Friday, June 17, 2011

Plotz biology

Yet through all this juggling, I detect no sign of fraud or conscious manipulation.

                        S. J. Gould, The Mismeasure of Man, 1981: 69.


A couple of weeks ago a paper came out in PLoS Biology – an online, open access journal – that had some tongues wagging.  Various bloggers blogged about it, some journalists wrote it up – the one about Stephen Jay Gould fudging his data in accusing craniologist Samuel George Morton of fraud 150 years earlier.


            The problem with the paper is a fundamental one: It purports to be a contribution to the area of “science studies” but is signally poor as such.  It may be a contribution to revisionist positivism studies, but that’s about the most charitable thing I can say about it.  Even the conclusion is completely ass-backwards, which is something of a giveaway.  The conclusion they come up with, after arguing that Gould fudged, is that there is less fudging in science than is widely thought, rather than more – strange, given that they had presumably just added to the stock of fudge.
            There is an informal rule-of-thumb in the anthropology of science, that goes, “When smart people say stupid things, they’re usually doing it for a reason.”  Let’s start there.  What is this paper even about?  What makes it novel and interesting?  Why are they writing it?  (Sorry to sound like a science studies fan, but I think that’s what they might ask.)  The authors tell us: 
Gould’s analysis of Morton is widely read, frequently cited, and still commonly assigned in university courses (refs.).  Morton has become a canonical example of scientific misconduct...
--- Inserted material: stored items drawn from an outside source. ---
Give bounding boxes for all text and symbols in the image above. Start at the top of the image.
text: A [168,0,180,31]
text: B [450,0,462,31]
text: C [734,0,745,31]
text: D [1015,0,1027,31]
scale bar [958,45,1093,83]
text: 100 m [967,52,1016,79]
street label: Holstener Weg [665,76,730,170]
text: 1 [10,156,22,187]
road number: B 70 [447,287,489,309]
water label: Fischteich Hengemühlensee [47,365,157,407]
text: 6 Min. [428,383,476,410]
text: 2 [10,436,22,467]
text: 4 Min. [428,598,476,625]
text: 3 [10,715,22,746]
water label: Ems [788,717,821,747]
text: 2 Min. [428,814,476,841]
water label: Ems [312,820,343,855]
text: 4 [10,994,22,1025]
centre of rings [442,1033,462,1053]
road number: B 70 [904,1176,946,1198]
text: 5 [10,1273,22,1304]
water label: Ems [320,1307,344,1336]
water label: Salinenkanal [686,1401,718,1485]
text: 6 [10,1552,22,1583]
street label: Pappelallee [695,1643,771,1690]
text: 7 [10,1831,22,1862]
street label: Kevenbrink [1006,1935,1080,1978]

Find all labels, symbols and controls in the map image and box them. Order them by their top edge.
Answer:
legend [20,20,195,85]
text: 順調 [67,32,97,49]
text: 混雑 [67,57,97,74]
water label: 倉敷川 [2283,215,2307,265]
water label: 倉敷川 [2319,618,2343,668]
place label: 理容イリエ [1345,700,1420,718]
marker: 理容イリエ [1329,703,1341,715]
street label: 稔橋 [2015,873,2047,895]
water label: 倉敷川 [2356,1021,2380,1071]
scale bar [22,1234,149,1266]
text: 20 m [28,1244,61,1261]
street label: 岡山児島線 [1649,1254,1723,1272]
Let’s pause right there.  Who says it’s an example of misconduct at all, much less a canonical one?  Gould didn’t; Gould argued that Morton fudged unconsciously.  I wrote chapters on “Bogus Science” and on  “Scientific Misconduct” in my book, Why I Am Not a Scientist  (their Ref. 4), and didn’t mention Gould’s  treatment of Morton, and I mentioned Morton himself only in passing, as a phrenologist.   (Perhaps unsurprisingly , that interest of Morton’s – the scientific aspects  of head bumps – doesn’t get a mention in the new paper.)
            So why didn’t I cite it as a canonical example of misconduct?  Two reasons:  First, Gould himself didn’t think it was; and second, even Gould’s argument for unconscious fudging had been convincingly challenged in a paper published in Current Anthropology 23 years ago (their ref. 14).
            In fact, not only didn’t I cite Morton as they were bemoaning, but (if their central assertion is true) only one other reference in their list might reasonably be expected to cite Morton, as a work of “science studies” analyzing scientific misconduct – The Great Betrayal, by Horace Freeland Judson (their ref. 16).  And Judson doesn’t mention Morton either.
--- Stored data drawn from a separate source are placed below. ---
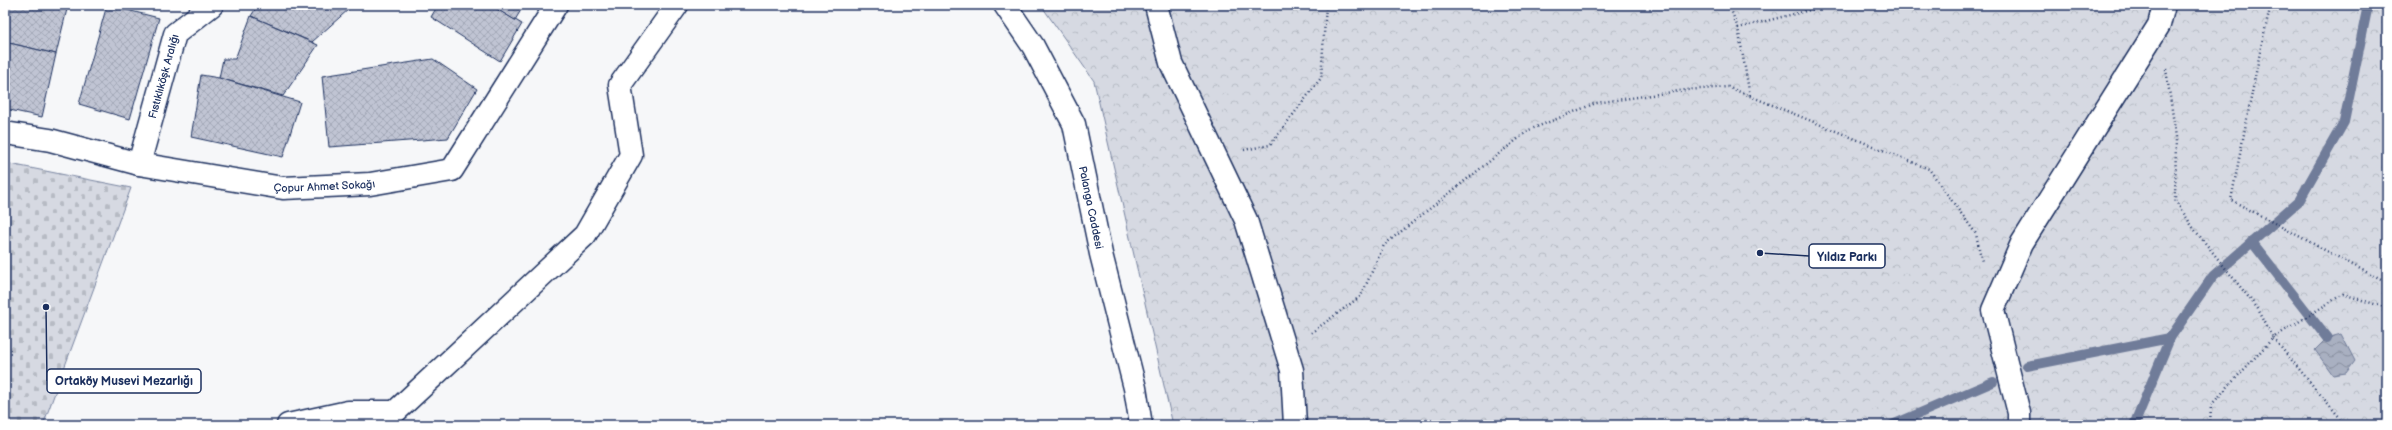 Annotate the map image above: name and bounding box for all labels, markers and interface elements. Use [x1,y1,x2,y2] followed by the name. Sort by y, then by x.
[145,33,181,120] street label: Fıstıklıköşk Aralığı
[1076,165,1106,250] street label: Palanga Caddesi
[273,177,376,195] street label: Çopur Ahmet Sokağı
[1809,244,1885,268] callout: Yıldız Parkı
[1817,250,1877,265] text: Yıldız Parkı
[47,369,201,393] callout: Ortaköy Musevi Mezarlığı
[55,374,193,389] text: Ortaköy Musevi Mezarlığı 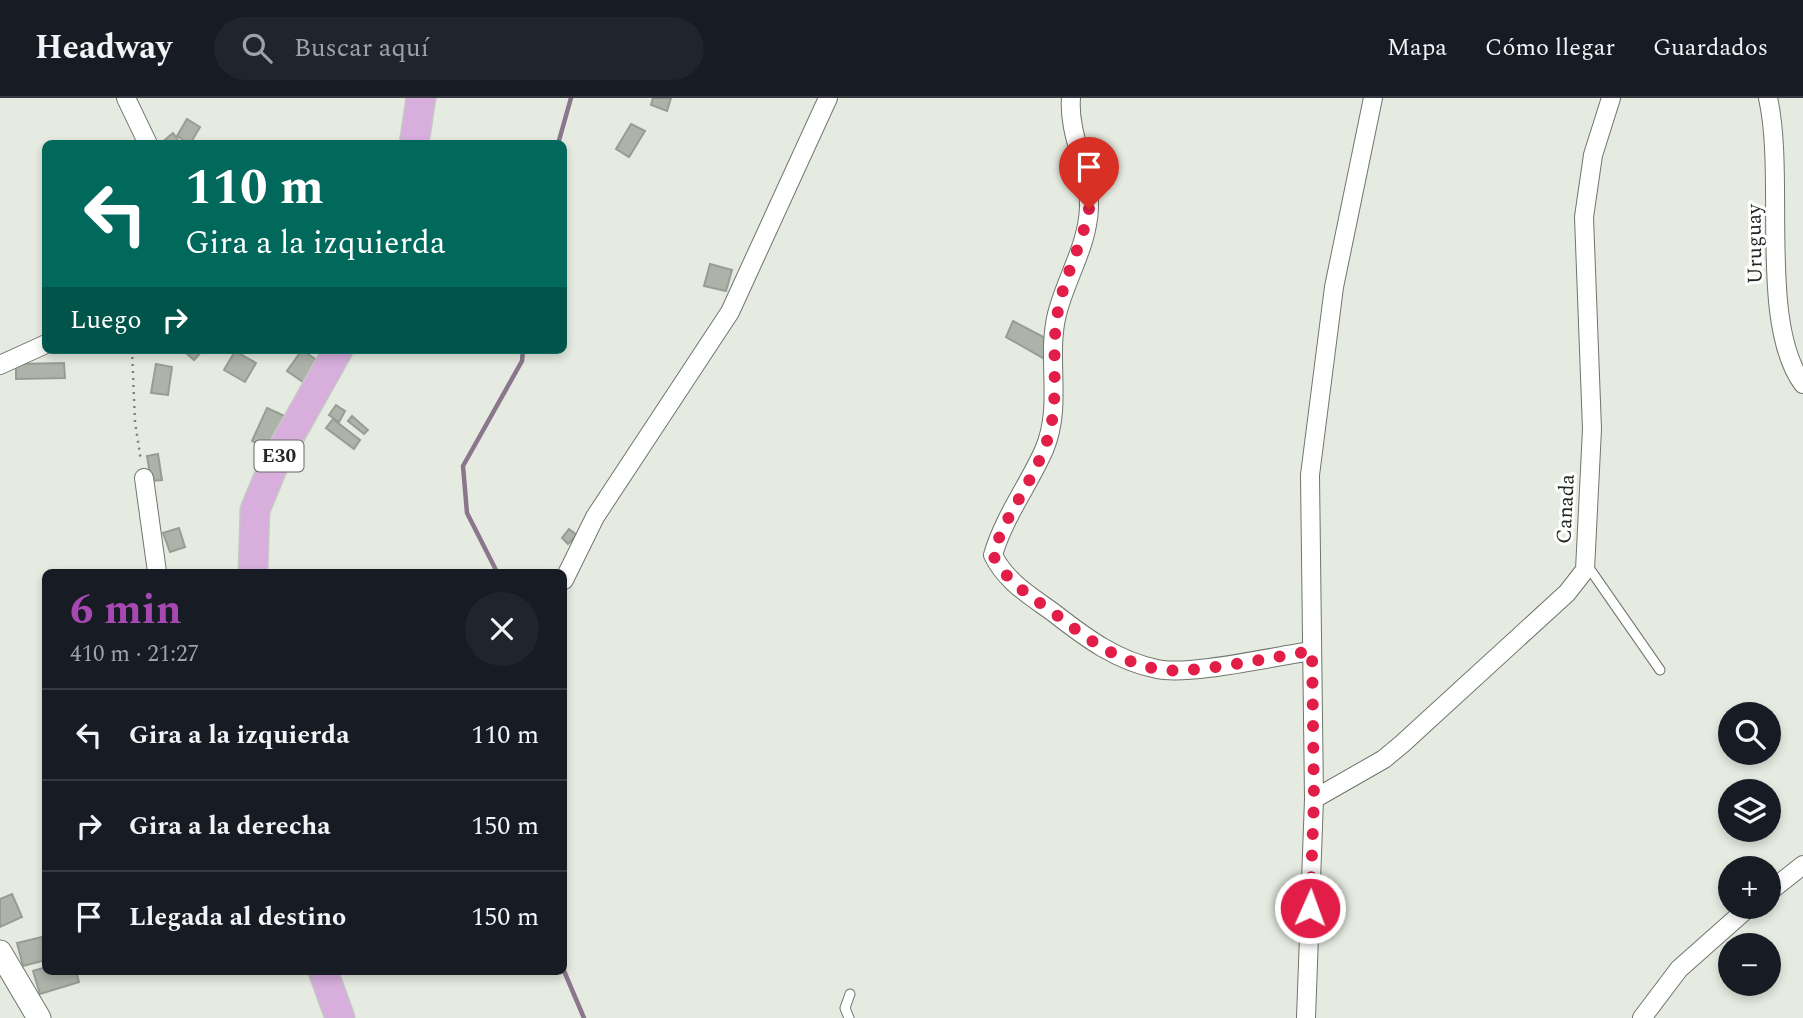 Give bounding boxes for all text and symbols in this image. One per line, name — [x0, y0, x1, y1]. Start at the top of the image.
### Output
search box — [214, 17, 704, 80]
text: Headway — [35, 23, 172, 73]
text: Buscar aquí — [294, 28, 429, 68]
icon: search — [238, 29, 276, 67]
text: Mapa — [1387, 30, 1447, 66]
text: Cómo llegar — [1485, 30, 1615, 66]
text: Guardados — [1653, 30, 1768, 66]
pin — [1059, 137, 1119, 209]
icon: arrive — [1070, 148, 1108, 186]
text: 110 m — [185, 151, 324, 226]
icon: left — [70, 168, 161, 259]
street label: Uruguay — [1738, 203, 1772, 284]
text: Gira a la izquierda — [185, 219, 446, 268]
text: Luego — [70, 300, 142, 340]
icon: right — [156, 301, 194, 339]
road number: E30 — [254, 440, 304, 472]
street label: Canada — [1548, 473, 1584, 545]
text: 6 min — [70, 579, 182, 642]
button: close — [465, 592, 539, 666]
text: 410 m · 21:27 — [70, 637, 199, 672]
map controls — [1718, 702, 1781, 996]
button: search — [1718, 702, 1781, 765]
text: Gira a la izquierda — [129, 715, 350, 755]
text: 110 m — [471, 715, 539, 755]
icon: left — [70, 716, 108, 754]
button: layers — [1718, 779, 1781, 842]
text: Gira a la derecha — [129, 806, 331, 846]
text: 150 m — [471, 806, 539, 846]
icon: right — [70, 807, 108, 845]
button: + — [1718, 856, 1781, 919]
position arrow — [1273, 871, 1347, 945]
text: Llegada al destino — [129, 897, 346, 937]
text: 150 m — [471, 897, 539, 937]
icon: arrive — [70, 898, 108, 936]
button: − — [1718, 933, 1781, 996]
Michael, J. S. 1988. A new look at Morton's craniological research. Current Anthropology 29:348-354.

Judson, H. F. 2004. The Great Betrayal. Orlando, FL: Harcourt.
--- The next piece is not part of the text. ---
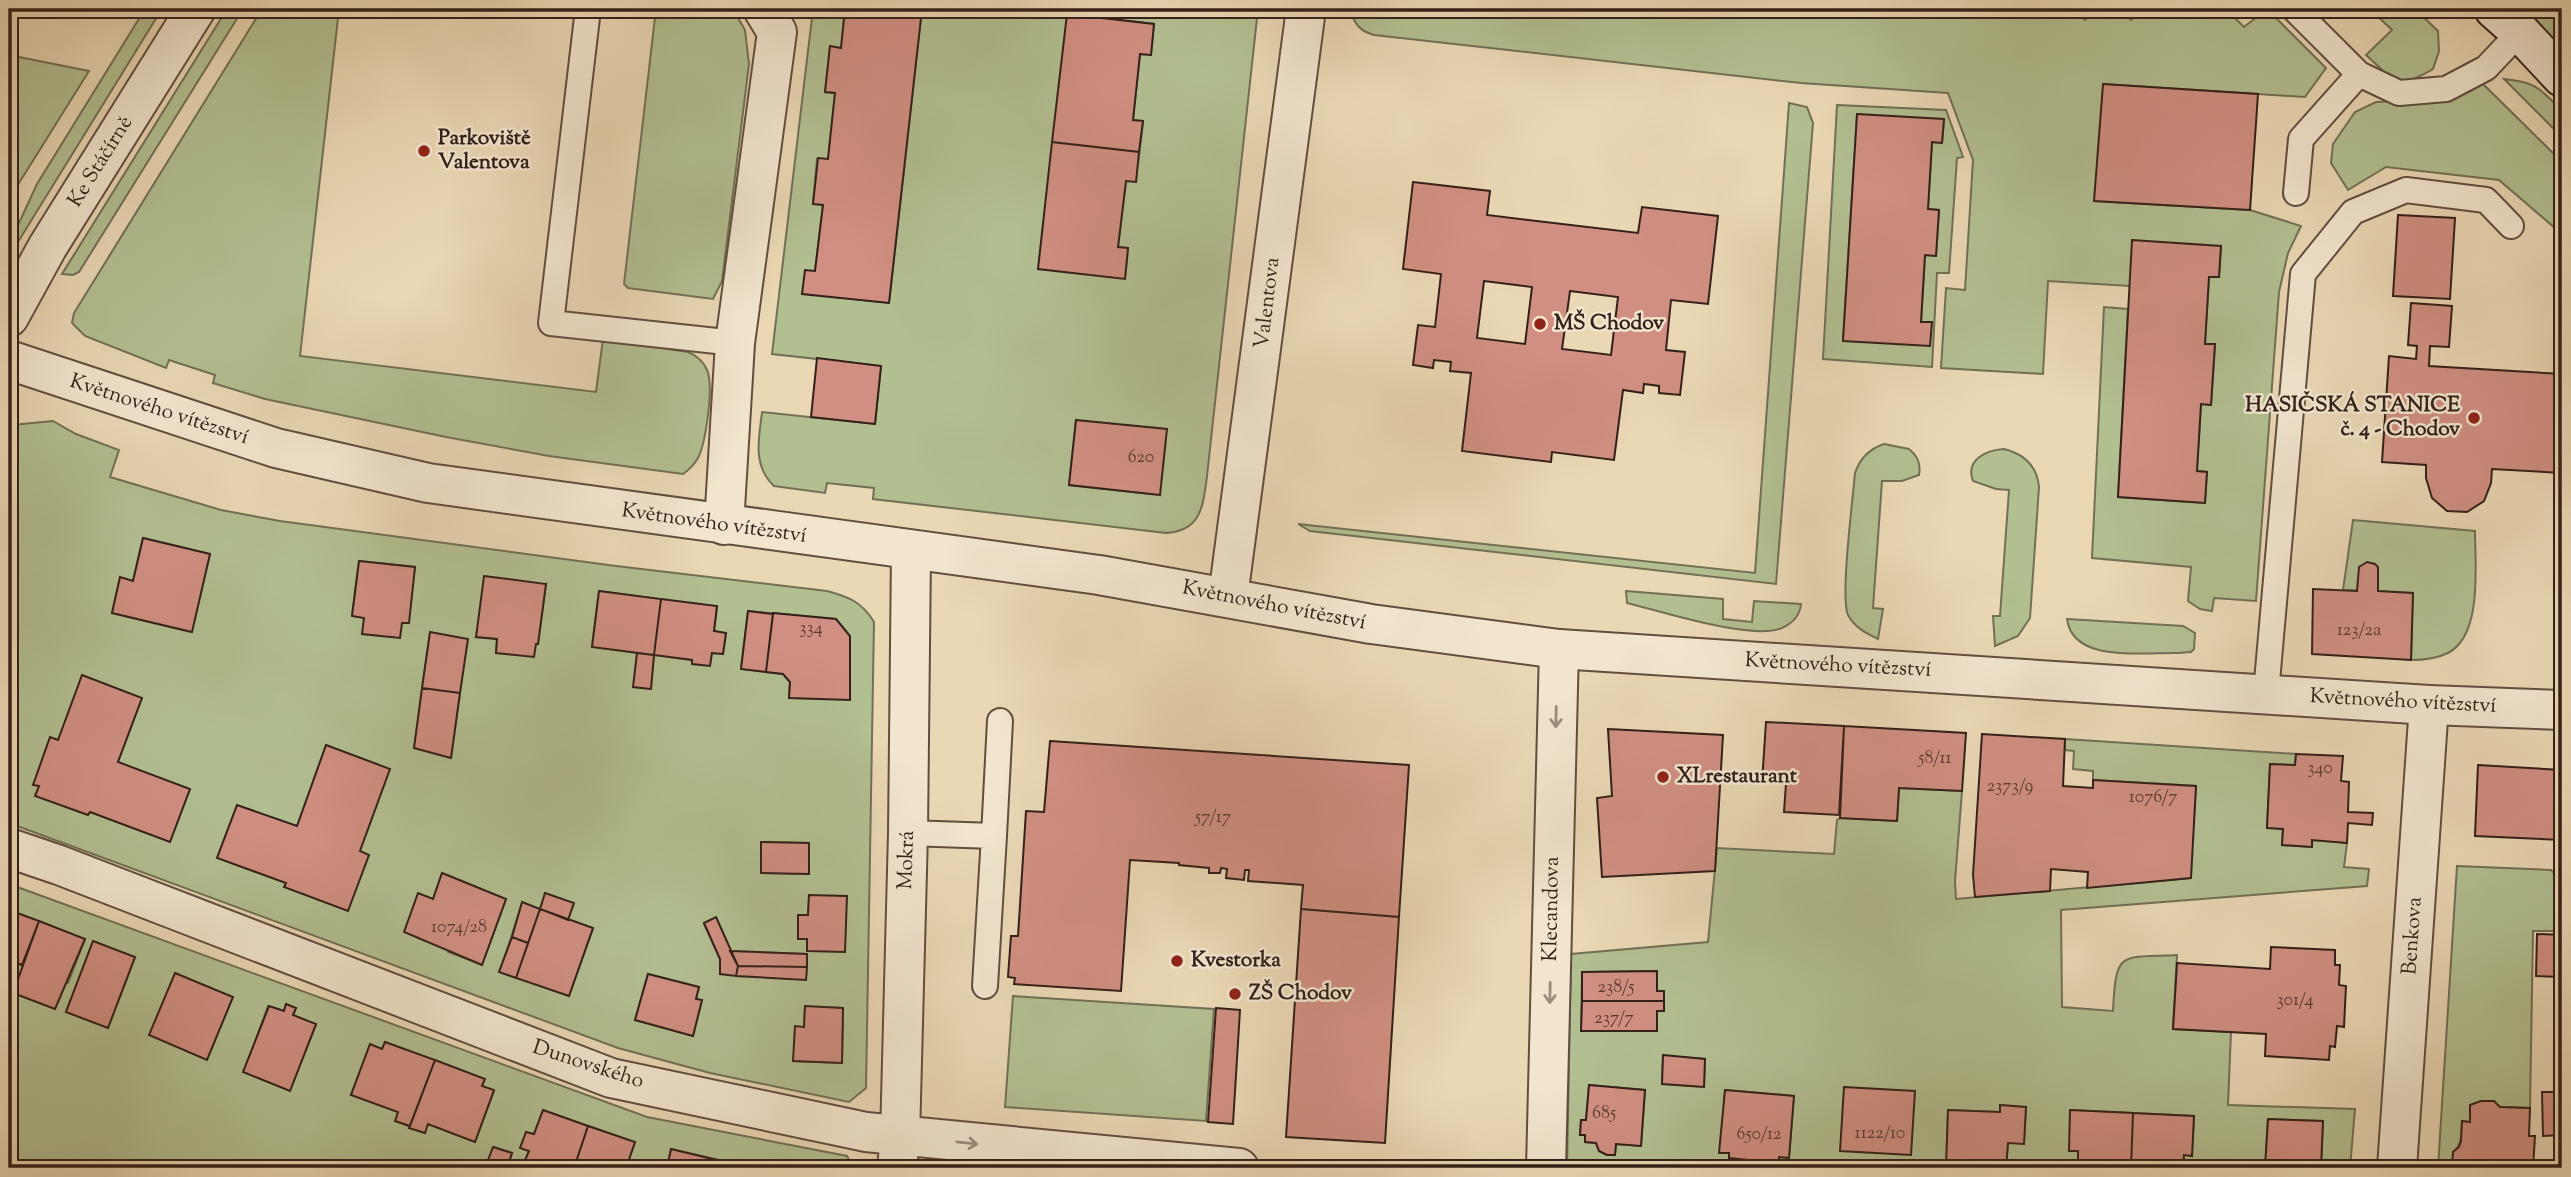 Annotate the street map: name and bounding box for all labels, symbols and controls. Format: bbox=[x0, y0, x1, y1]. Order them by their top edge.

Marks, J. 2009. Why I Am Not a Scientist: Anthropology and Modern Knowledge. Berkeley, CA: University of California Press.

            So who do they cite in support of the statement that Morton is a canonical case of misconduct?  Works by three skeletal biologists: Loring Brace, Della Cook, and Jane Buikstra.  The problem is that the authors of this new paper seem to be criticizing the science studies literature for the perceived failings of skeletal biologists.  This is unfortunate, but not the problem of people working in science studies. 

            In fact, if you take the trouble to read Brace's Race is A Four-Letter Word (their ref. 11), you'll be more industrious than the authors of the new article. Why? Because in the context of an extensive and erudite discussion of Morton, Brace goes on to cite Gould's analysis in precisely the opposite way than the new paper claims.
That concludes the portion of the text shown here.